EMO'da Demokrat Gruplardan Ortak Açıklama

02 Haziran 2025

EMO Demokrat Kamuoyuna

Türkiye’nin içinde bulunduğu ekonomik ve politik kriz, tüm toplumu olduğu gibi mühendislik mesleğini ve mensuplarını da fazlasıyla etkilemiştir. İşsizlik, düşük ücretler, güvencesiz çalışma koşulları gibi sorunlar giderek daha yakıcı bir hal almaktadır. İktidar, meclisi ve hukuku askıya almış; ülke kararnameler ve keyfi uygulamalarla yönetilir hale gelmiştir. İktidar, siyasi rakiplerini iftira, yalan ve rehin alma metotlarıyla etkisiz hale getirmeye çalışmaktadır. Kayyumlar ve sivil darbelerle halkın iradesi askıya alınmaya çalışılmaktadır.

EMO Yönetim Kurulu’nun öncelikli görevi, bu sorunlara karşı mücadele etmek; meslektaşların, mesleki, ekonomik, sosyal ve demokratik-politik haklarını korumaktır. Ancak grup çıkarını esas alan antidemokratik uygulamalar ve çalışan haklarını ihlal eden kararlarla enerjisini tüketen bu yönetim anlayışının; demokrasinin ve hukukun ayaklar altına alındığı böylesi bir dönemde, bu hayati görevleri yerine getirmesi beklenemez.

Türkiye’nin yaşadığı derin ekonomik kriz ve sürekli artan antidemokratik uygulamaların gölgesinde, bu uygulamalara karşı birlikte omuz omuza mücadele edilmesi gerekirken; EMO YK’nın aldığı bazı kararlar ve sergilediği tutumlar bizleri hayal kırıklığına uğratmaktadır.
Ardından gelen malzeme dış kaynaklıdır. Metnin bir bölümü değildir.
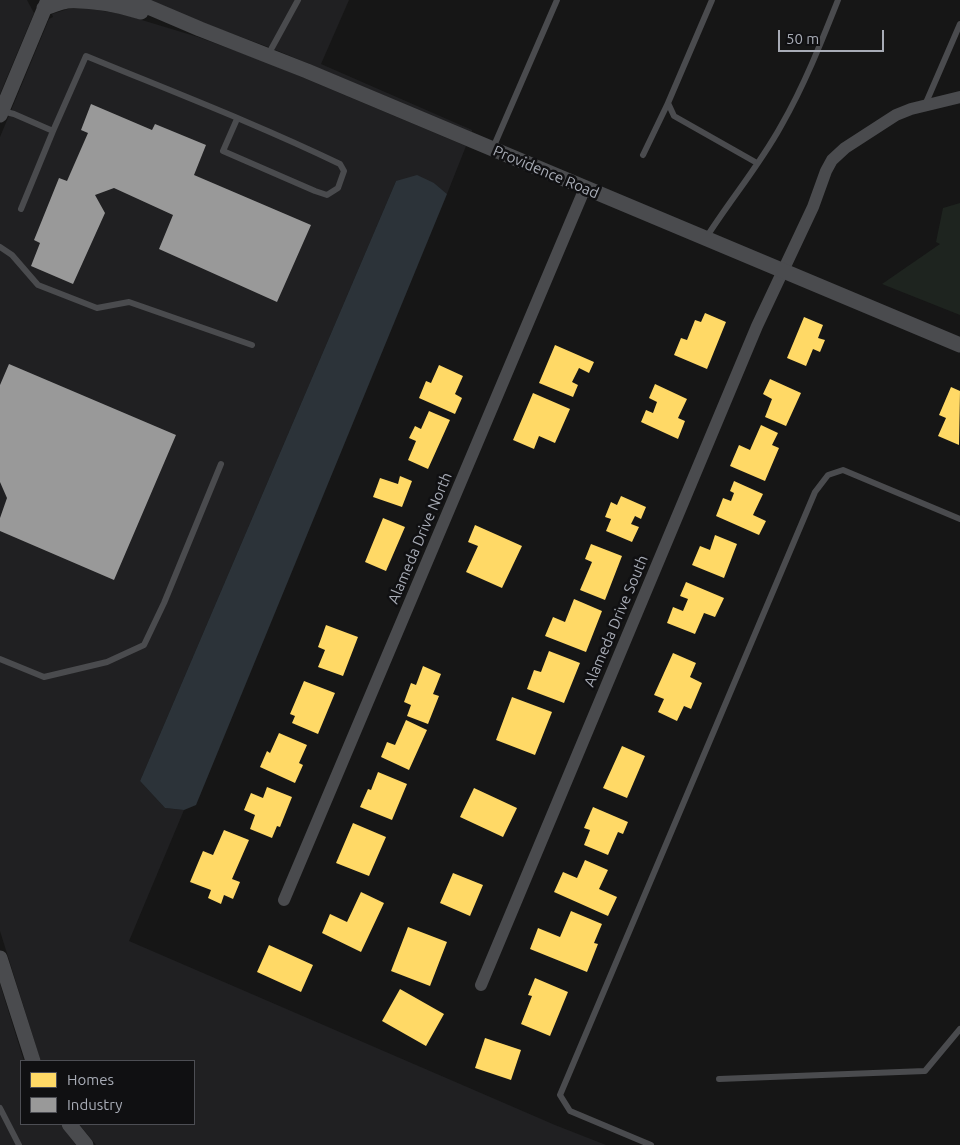 <!DOCTYPE html>
<style>
body{margin:0}
#map{position:relative;width:960px;height:1145px;overflow:hidden;background:#161616;font-family:Ubuntu,sans-serif}
canvas{display:block}
.legend{position:absolute;left:20px;top:1060px;width:175px;height:65px;box-sizing:border-box;background:#101012;border:1px solid #4d4e54;margin:0;padding:6px 9px;list-style:none;font-size:15px;color:#a8acb6}
.legend li{display:flex;align-items:center;gap:10px;height:25px}
.legend b{width:25px;border:1px solid #4d4e54}
.scale{position:absolute;left:778px;top:30px;width:106px;height:22px;box-sizing:border-box;border:2px solid #a8acb6;border-top:0;padding-left:6px;font-size:15px;line-height:18px;white-space:nowrap;color:#a8acb6;-webkit-text-stroke:4px #101012;paint-order:stroke}
</style>
<div id="map">
<canvas width="960" height="1145"></canvas>
<ul class="legend">
<li><b style="height:14px;background:#ffd966"></b>Homes</li>
<li><b style="height:14px;background:#999"></b>Industry</li>
</ul>
<div class="scale">50 m</div>
</div>
<script>
const c = document.querySelector('canvas').getContext('2d');
c.lineJoin = 'round';
function fillPath(path, color) { c.fillStyle = color; c.fill(path, 'evenodd'); }
function strokePath(path, color, width, dash) { c.strokeStyle = color; c.lineWidth = width; c.lineCap = dash ? 'butt' : 'round'; c.setLineDash(dash || []); c.stroke(path); }
function label(font, color, halo, rows, align = 'center') {
  c.font = font + ' Ubuntu,sans-serif'; c.lineWidth = 5; c.setLineDash([]); c.textBaseline = 'middle'; c.strokeStyle = halo; c.fillStyle = color; for (const [text, x, y, turn = 0] of rows) {
    c.save(); c.translate(x, y); c.rotate((+turn || 0) * Math.PI / 180); c.textAlign = isNaN(turn) ? turn : align; if (halo) c.strokeText(text, 0, 0); c.fillText(text, 0, 0); c.restore();
  }
}
fillPath(new Path2D(`
 M0,0H27L34,13L0,94Z
 M150,0H349L321,64L472,130V132L271,48L203,23Z
 M68,9H91L122,14L198,37L266,62L466,146L447,194L434,183L396,181L140,781L165,808L184,810L129,941L555,1125L606,1145H96L79,1124H194V1061H41L40,1059L0,931V137L49,19L53,17L52,14Z
 M0,984L24,1061H21V1124H60L76,1145H0Z`), '#202022');
fillPath(new Path2D(`
 M960,203V315L882,284L940,244L936,242L943,208Z`), '#1e241f');
fillPath(new Path2D(`
 M417,175L434,183L447,194L196,805L184,810L165,808L140,781L396,181Z`), '#2c3339');
fillPath(new Path2D(`
 M705,313L726,322L707,369L674,355L681,338L687,340L695,320L701,322Z
 M804,317L823,325L818,338L825,340L820,352L813,349L806,366L787,358Z
 M555,345L594,362L589,373L579,368L572,382L578,385L573,397L539,383Z
 M439,365L463,376L455,394L462,398L455,414L419,398L426,381L431,383Z
 M770,379L801,393L786,426L765,417L772,399L763,394Z
 M655,384L687,399L678,418L685,421L678,439L641,422L646,410L653,413L657,402L649,398Z
 M951,387L960,391L959,445L938,436L946,418L939,415Z
 M533,393L570,409L555,443L539,436L534,449L513,440Z
 M429,411L450,420L428,469L408,460L416,441L409,438L415,426L421,429Z
 M761,425L778,433L772,445L779,448L765,481L730,466L739,445L750,450Z
 M400,476L412,481L402,507L373,497L380,478L398,484Z
 M734,481L763,494L753,515L766,521L759,535L716,516L723,498L731,501L734,493L730,491Z
 M621,496L646,507L641,519L635,516L631,524L639,527L632,542L606,531L611,519L605,517L611,502L617,505Z
 M383,518L405,527L386,571L365,562Z
 M475,525L522,546L502,588L466,572L478,546L468,542Z
 M715,535L737,544L724,578L692,565L700,546L710,550Z
 M591,544L622,556L605,600L580,590L592,562L585,559Z
 M686,582L724,598L715,617L704,613L695,634L667,623L673,607L683,611L688,599L680,596Z
 M574,599L602,611L586,652L545,636L553,617L565,622Z
 M326,625L358,637L343,676L318,667L325,650L318,647Z
 M549,651L580,663L564,703L527,689L534,670L541,672Z
 M673,653L696,663L690,677L702,683L691,709L684,706L677,721L658,712L664,699L654,695Z
 M423,666L441,674L433,694L439,696L428,724L407,716L411,705L404,702L411,683L416,685Z
 M304,681L335,693L318,734L292,723L295,716L290,714Z
 M512,697L552,712L535,755L496,740Z
 M406,720L427,730L409,770L381,757L387,742L395,745Z
 M279,733L307,745L299,763L303,765L295,783L260,767L267,751L270,753Z
 M622,746L645,756L627,798L603,788Z
 M378,772L407,784L392,820L360,807L368,789L371,790Z
 M267,787L292,797L280,827L277,826L272,838L250,829L255,815L244,810L251,793L263,798Z
 M474,788L517,808L503,837L460,817Z
 M593,807L628,822L623,834L618,832L608,855L584,845L590,830L584,828Z
 M353,823L386,837L369,876L336,863Z
 M224,830L249,840L232,879L240,882L233,899L224,895L221,904L208,898L211,890L190,882L203,851L213,855Z
 M585,860L608,870L599,889L617,897L608,916L554,892L563,872L577,878Z
 M453,873L483,885L470,916L440,903Z
 M361,892L384,903L361,952L322,933L330,914L347,922Z
 M571,911L602,924L594,943L598,944L587,972L530,949L538,928L560,937Z
 M408,927L447,942L430,986L391,971Z
 M269,945L313,965L301,992L257,972Z
 M535,978L568,992L550,1036L521,1024L532,996L528,995Z
 M400,989L444,1014L426,1046L382,1021Z
 M485,1038L521,1050L511,1080L475,1068Z`), '#ffd966');
fillPath(new Path2D(`
 M91,104L152,130L155,124L206,145L194,175L311,225L277,302L159,249L173,215L114,188L95,195L105,213L73,284L31,266L40,243L34,240L59,178L67,181L88,133L81,130Z
 M9,364L176,435L114,580L0,531V518L7,498L0,482V385Z`), '#999');
strokePath(new Path2D(`
 M712,0L668,103L674,116L757,163
 M268,55L298,0
 M925,105L960,24
 M2,111L14,114L53,131L86,56C171,91 257,124 340,164L344,171L338,188L327,195L315,191L223,151L237,119
 M493,148L557,0
 M643,155L668,103
 M21,209L53,131
 M706,238C730,200 759,166 781,126C804,86 821,43 838,0
 M0,247L12,255L38,285L97,308L129,302L252,345
 M0,659L44,677L107,662L144,645L164,603L221,464
 M719,1079L925,1071L960,1029
 M0,1108L19,1145
 M651,1145L570,1111L560,1095L815,492L828,475L843,470L960,519`), '#4a4b4e', 6);
strokePath(new Path2D(`
 M284,900L585,188
 M481,985L757,326L813,207L826,171L832,160L845,148L896,115L911,109L960,97`), '#4a4b4e', 12);
strokePath(new Path2D(`
 M132,0L200,29L307,71L960,345
 M44,8C52,6 60,2 67,1C92,0 118,5 141,12
 M0,115L48,0
 M0,958L33,1061
 M69,1124L86,1145`), '#4a4b4e', 15);
label('15px', '#a8acb6', '#101012', [
 ["Providence Road",546,172,23],
 ["Alameda Drive North",420,538,-67],
 ["Alameda Drive South",616,621,-67]
]);
</script> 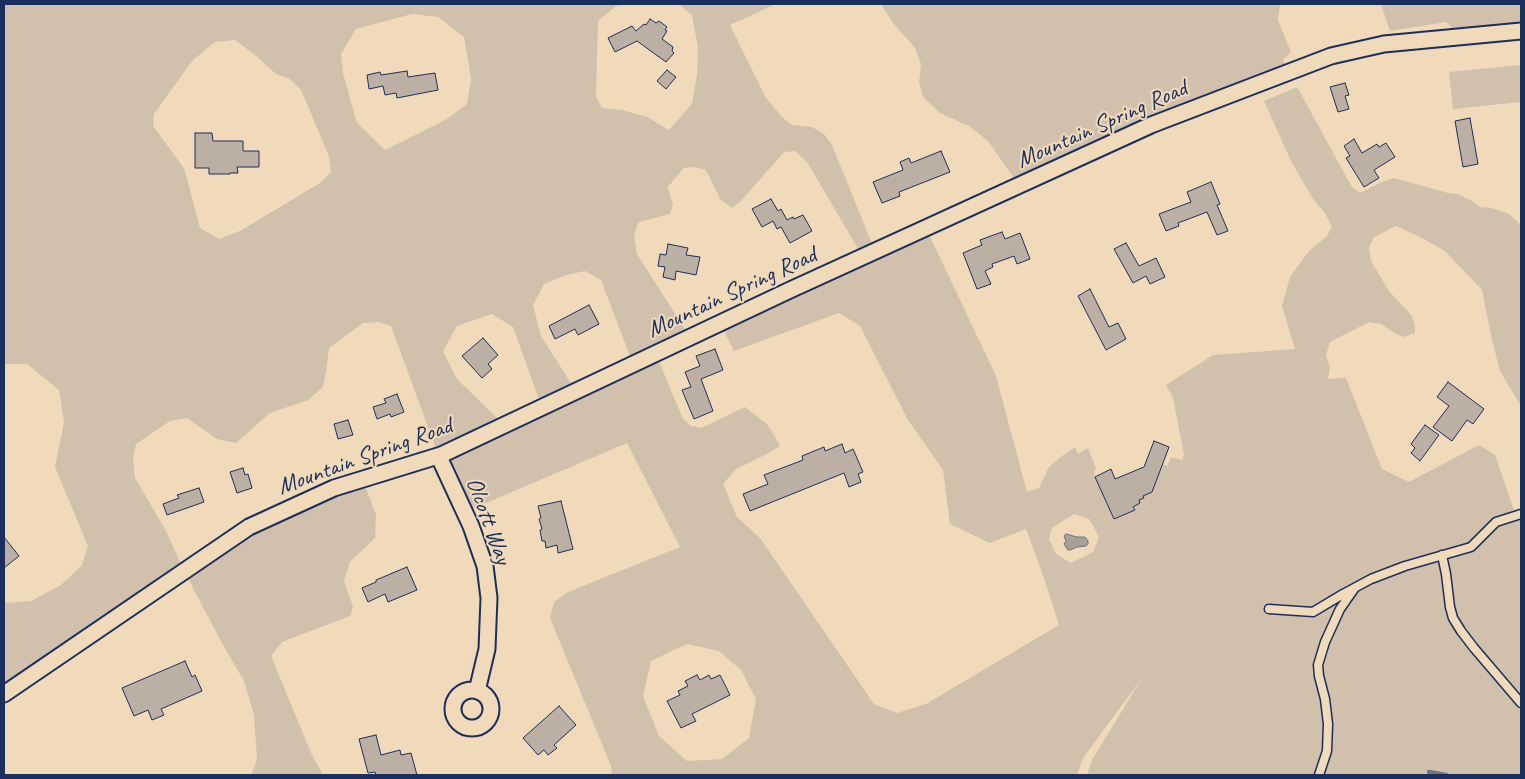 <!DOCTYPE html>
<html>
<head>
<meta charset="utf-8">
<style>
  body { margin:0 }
  #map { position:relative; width:1525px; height:779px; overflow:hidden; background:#f0dab9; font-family:Caveat,sans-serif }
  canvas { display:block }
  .frame { position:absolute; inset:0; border:5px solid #1b2f5e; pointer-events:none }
</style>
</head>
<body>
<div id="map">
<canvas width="1525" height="779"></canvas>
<div class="frame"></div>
</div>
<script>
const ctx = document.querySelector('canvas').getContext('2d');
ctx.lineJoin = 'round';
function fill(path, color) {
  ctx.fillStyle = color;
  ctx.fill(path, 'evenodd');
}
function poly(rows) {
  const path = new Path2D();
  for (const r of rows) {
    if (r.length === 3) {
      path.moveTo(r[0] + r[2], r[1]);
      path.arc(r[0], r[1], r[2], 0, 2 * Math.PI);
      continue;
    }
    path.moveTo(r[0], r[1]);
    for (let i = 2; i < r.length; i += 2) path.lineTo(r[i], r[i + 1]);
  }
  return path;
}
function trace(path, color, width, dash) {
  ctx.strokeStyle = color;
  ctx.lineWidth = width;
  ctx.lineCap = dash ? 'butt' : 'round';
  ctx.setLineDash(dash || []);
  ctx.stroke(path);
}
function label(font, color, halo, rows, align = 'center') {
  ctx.font = font + ' Caveat,sans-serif';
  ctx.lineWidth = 4;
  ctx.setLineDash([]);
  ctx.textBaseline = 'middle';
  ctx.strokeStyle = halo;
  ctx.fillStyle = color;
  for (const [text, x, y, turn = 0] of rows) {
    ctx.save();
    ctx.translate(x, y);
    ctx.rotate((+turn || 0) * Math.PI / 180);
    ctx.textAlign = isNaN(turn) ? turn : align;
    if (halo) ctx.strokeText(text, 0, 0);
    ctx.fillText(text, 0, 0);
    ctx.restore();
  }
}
const green = poly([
  [4,4,626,4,616,6,598,21,596,97,602,108,622,110,647,117,669,130,692,104,697,75,698,48,692,15,678,4,776,4,730,25,766,98,782,117,792,125,812,127,824,134,832,145,875,251,926,228,996,376,1027,492,1039,488,1049,467,1062,456,1075,447,1078,454,1088,448,1096,468,1094,472,1095,477,1115,519,1134,510,1133,507,1140,503,1139,500,1144,498,1143,496,1162,464,1167,466,1171,457,1182,460,1184,455,1173,398,1166,385,1213,355,1295,349,1282,306,1290,277,1309,251,1327,236,1332,227,1325,213,1313,199,1291,161,1264,101,1297,87,1352,187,1360,193,1384,181,1394,178,1448,193,1457,194,1472,201,1480,207,1492,208,1509,214,1521,225,1521,406,1500,371,1492,340,1482,290,1445,251,1420,237,1396,226,1374,237,1369,247,1371,261,1389,291,1412,316,1415,327,1415,333,1404,337,1393,332,1381,324,1369,322,1330,342,1326,355,1330,368,1328,379,1346,378,1382,469,1409,482,1479,445,1495,455,1514,510,1521,508,1521,775,1087,775,1092,760,1142,678,1083,758,1077,775,612,775,611,766,550,618,554,602,568,592,680,547,627,443,465,512,439,457,391,326,379,322,363,323,329,348,327,365,323,387,308,400,270,413,236,443,217,439,187,418,170,421,136,444,133,459,135,478,166,531,184,571,249,527,362,479,376,514,375,538,350,562,344,581,353,607,350,616,282,642,271,656,312,755,323,775,251,775,257,760,254,715,244,681,223,645,184,571,4,694,4,603,31,601,61,585,82,565,88,546,55,467,64,422,59,390,27,364,4,364],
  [412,14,438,17,464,37,471,79,467,104,447,119,385,150,357,123,343,73,341,54,356,29],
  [235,40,255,55,276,74,290,79,301,90,329,156,331,172,320,183,240,231,219,239,200,228,184,168,153,126,154,114,192,61,215,42],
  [795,151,807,162,857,247,857,253,720,323,734,351,839,313,860,326,908,420,943,470,950,524,990,543,1026,529,1044,578,1059,625,926,704,897,713,874,704,760,538,737,517,723,484,736,469,763,456,780,446,768,425,745,407,701,428,691,426,683,419,656,354,690,337,637,254,634,233,639,222,670,214,673,205,668,187,684,168,695,167,706,170,720,199,732,208,740,202,784,152],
  [585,271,601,280,633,364,576,391,541,336,533,305,544,284,566,275],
  [492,314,513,327,542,408,504,425,457,379,443,351,457,326],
  [1074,514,1089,519,1099,537,1093,552,1071,563,1056,554,1049,539,1052,528],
  [687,644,719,651,741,670,756,699,749,738,722,759,687,761,659,736,643,696,651,661],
  [881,4,1280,4,1278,20,1291,52,1283,60,1286,66,1026,182,1023,174,1014,178,988,141,969,126,940,113,923,97,919,82,921,64,915,48,893,23],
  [1381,4,1521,4,1521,31,1461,37,1446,22,1390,31],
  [1521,65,1521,102,1453,109,1449,72]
]);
const water = poly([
  [1066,534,1077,537,1085,537,1088,541,1088,544,1086,546,1077,547,1070,550,1068,550,1064,544,1066,541,1064,536,1066,534]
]);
const stream = poly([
  [1429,772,1446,775]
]);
const building = poly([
  [650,19,656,23,659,21,667,27,665,30,667,31,662,39,673,47,672,51,674,53,666,62,637,41,615,52,608,38,632,26,636,31,644,24,646,25,650,19],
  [667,70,676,77,666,89,657,81,667,70],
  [407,71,408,77,435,73,438,90,397,98,396,93,385,95,383,86,369,89,367,75,380,72,381,75,407,71],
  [1345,83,1349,95,1345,96,1349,109,1338,112,1330,87,1345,83],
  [1470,118,1478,164,1463,167,1455,121,1470,118],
  [195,133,212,133,213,141,243,141,243,151,259,151,259,167,237,167,238,173,230,173,230,174,209,174,209,168,195,168,195,133],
  [1354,139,1362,153,1377,144,1379,147,1386,143,1395,157,1374,170,1379,178,1364,187,1346,158,1350,156,1344,146,1354,139],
  [941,151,950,172,899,192,900,196,882,203,873,182,903,170,900,162,909,158,911,163,941,151],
  [1211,182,1220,204,1217,205,1228,231,1217,235,1207,212,1178,223,1179,226,1166,231,1159,214,1191,202,1187,192,1211,182],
  [771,199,778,211,781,209,787,220,793,217,794,219,803,215,812,231,790,243,781,227,777,229,773,221,762,227,752,209,771,199],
  [1002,232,1005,239,1020,233,1030,259,1017,264,1014,256,992,264,993,267,985,271,991,284,977,289,963,253,982,245,980,240,1002,232],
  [1126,243,1139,266,1156,258,1165,277,1150,284,1146,276,1133,283,1114,249,1126,243],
  [668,244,688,248,686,255,700,257,696,275,676,271,675,280,663,277,665,267,658,266,660,254,666,255,668,244],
  [1090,289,1109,327,1118,323,1126,339,1106,350,1078,296,1090,289],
  [589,305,599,324,578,335,575,329,555,339,549,326,589,305],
  [483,338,498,355,488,364,492,369,482,378,462,356,483,338],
  [715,349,723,370,701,379,713,411,694,419,682,390,691,387,685,372,700,366,696,356,715,349],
  [1448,382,1484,409,1473,424,1467,420,1452,441,1433,427,1449,406,1437,397,1448,382],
  [397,394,404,412,391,417,390,414,377,419,373,407,386,403,384,399,397,394],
  [348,420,353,435,338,439,334,424,348,420],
  [1425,425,1439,435,1420,461,1411,453,1415,448,1411,444,1425,425],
  [1154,441,1169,447,1152,492,1143,496,1144,498,1139,500,1140,503,1133,507,1135,510,1114,519,1095,477,1111,469,1115,479,1144,467,1154,441],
  [842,444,845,453,853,449,863,472,858,474,861,482,849,487,844,473,750,511,743,494,768,484,764,475,803,460,802,456,824,447,825,451,842,444],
  [243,468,245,475,248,474,252,488,237,493,230,472,243,468],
  [199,488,204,502,167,515,163,504,179,498,177,495,199,488],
  [561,501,573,549,558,553,557,545,546,548,545,541,542,541,540,530,542,529,539,519,541,518,538,506,561,501],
  [4,537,19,556,4,568,4,537],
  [407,567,417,590,388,602,385,594,368,602,362,588,376,582,376,580,407,567],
  [185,661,192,677,195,675,202,691,161,709,164,715,152,720,148,710,134,716,122,688,185,661],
  [697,675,700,680,709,675,711,679,720,675,730,695,692,714,696,721,681,728,667,701,680,695,678,691,688,686,685,681,697,675],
  [559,706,576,725,554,745,557,748,548,755,544,750,538,755,523,738,559,706],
  [376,735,381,755,400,750,401,755,411,753,417,775,376,775,375,772,368,773,359,739,376,735]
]);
const lane = poly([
  [1442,555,1446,574,1450,607,1453,618,1461,631,1474,648,1521,703],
  [1269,609,1313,612,1343,594,1371,579,1405,566,1471,547,1496,522,1521,514],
  [1319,775,1327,751,1328,724,1325,699,1319,676,1318,665,1325,642,1340,609,1354,589]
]);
const street = poly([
  [439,457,471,526,485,566,489,598,487,649,477,691],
  [472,709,19],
  [4,694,249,527,334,488,441,455,790,290,1151,125,1331,56,1384,44,1521,31]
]);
const streetNames = [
  ["Mountain Spring Road",1102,125,-24],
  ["Mountain Spring Road",732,293,-25],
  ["Mountain Spring Road",365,457,-20],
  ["Olcott Way",488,521,70]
];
fill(green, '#d1c1ac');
fill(water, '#a7a09a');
trace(water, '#6f7382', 1);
trace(stream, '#6f7382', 4.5);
fill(building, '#bbb0a3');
trace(building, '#1b2f5e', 1);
trace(lane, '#1b2f5e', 11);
trace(street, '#1b2f5e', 19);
trace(lane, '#f0dab9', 8);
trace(street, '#f0dab9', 15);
label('24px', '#1b2f5e', '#f0dab9', streetNames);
</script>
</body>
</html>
Demokratik ilkelerden uzak ve meslektaşlarının haklarını göz ardı eden bu yönetim anlayışı, demokrat gelenekle bağdaşmamaktadır.

Demokrat kamuoyunun da yakından bildiği gibi, aynı anlayış EMO İstanbul Şubesi’nde de kendinden olmayanı değersizleştirme, ötekileştirme ve etkisizleştirme tavırlarıyla güven ilişkisini zedelemiş; kolektif ve verimli bir çalışmayı olanaksız hale getirmiştir. EMO Yönetimi, İstanbul Şube’de 3 asıl üyenin istifa etmesi ve 5 yedek üyenin asıl üyeliği kabul etmemesi sonucu 6 kişi kalarak, şubenin yönetimsiz kalmasının baş sorumlusu olmuştur. Bardağı taşıran damla ise, EMO merkez yönetiminin, şube için önemli bir etkinlik olan EEMKON’u merkezi müdahalelerle kendi kontrolü altına almaya çalışması ve bu yolla başlattığı antidemokratik müdahale olmuştur; bu tutum, şube ile merkez arasındaki ilişkilere ciddi zarar vermiştir. İstanbul’da bulunan demokrat gruplara, demokratlar arası hukuku etik olmayan bir şekilde çiğneyerek müdahale etmeye çalışmıştır. Bu ayak oyunları sonucunda şube dengelerini bozmuş, yönetim kurulunu çalışamaz hale getirmiş ve istifalar gerçekleşmiştir. Şube olağanüstü genel kurul talebi EMO’dan talep edilerek haklı bir yürüyüş başlatılmıştır. 6 kişilik sözde İstanbul Şube yönetimi, hali hazırda meşru değildir ve hukuki dayanaktan yoksundur. Yönetim çoğunluğunun sine-i millete dönme talebi, merkez yönetimin hukuksuz tavırlarıyla karşı karşıya kalmıştır. Mevcut Yönetimin, kendi ana yönetmeliğini yok sayarak; demokratik kültürü hiçe sayan merkeziyetçi dayatmaları, meslektaşların oylarıyla seçilen ancak istifaya mecbur bırakılan yöneticileri ciddiye alıp dinleme gereği bile duymayan tavrı, demokratik katılımcılık ilkesinden uzak yönetim şekli, tekçi ve hiyerarşik yönetim anlayışı, demokratik bir geleneğe sahip olan EMO için utanç vericidir. 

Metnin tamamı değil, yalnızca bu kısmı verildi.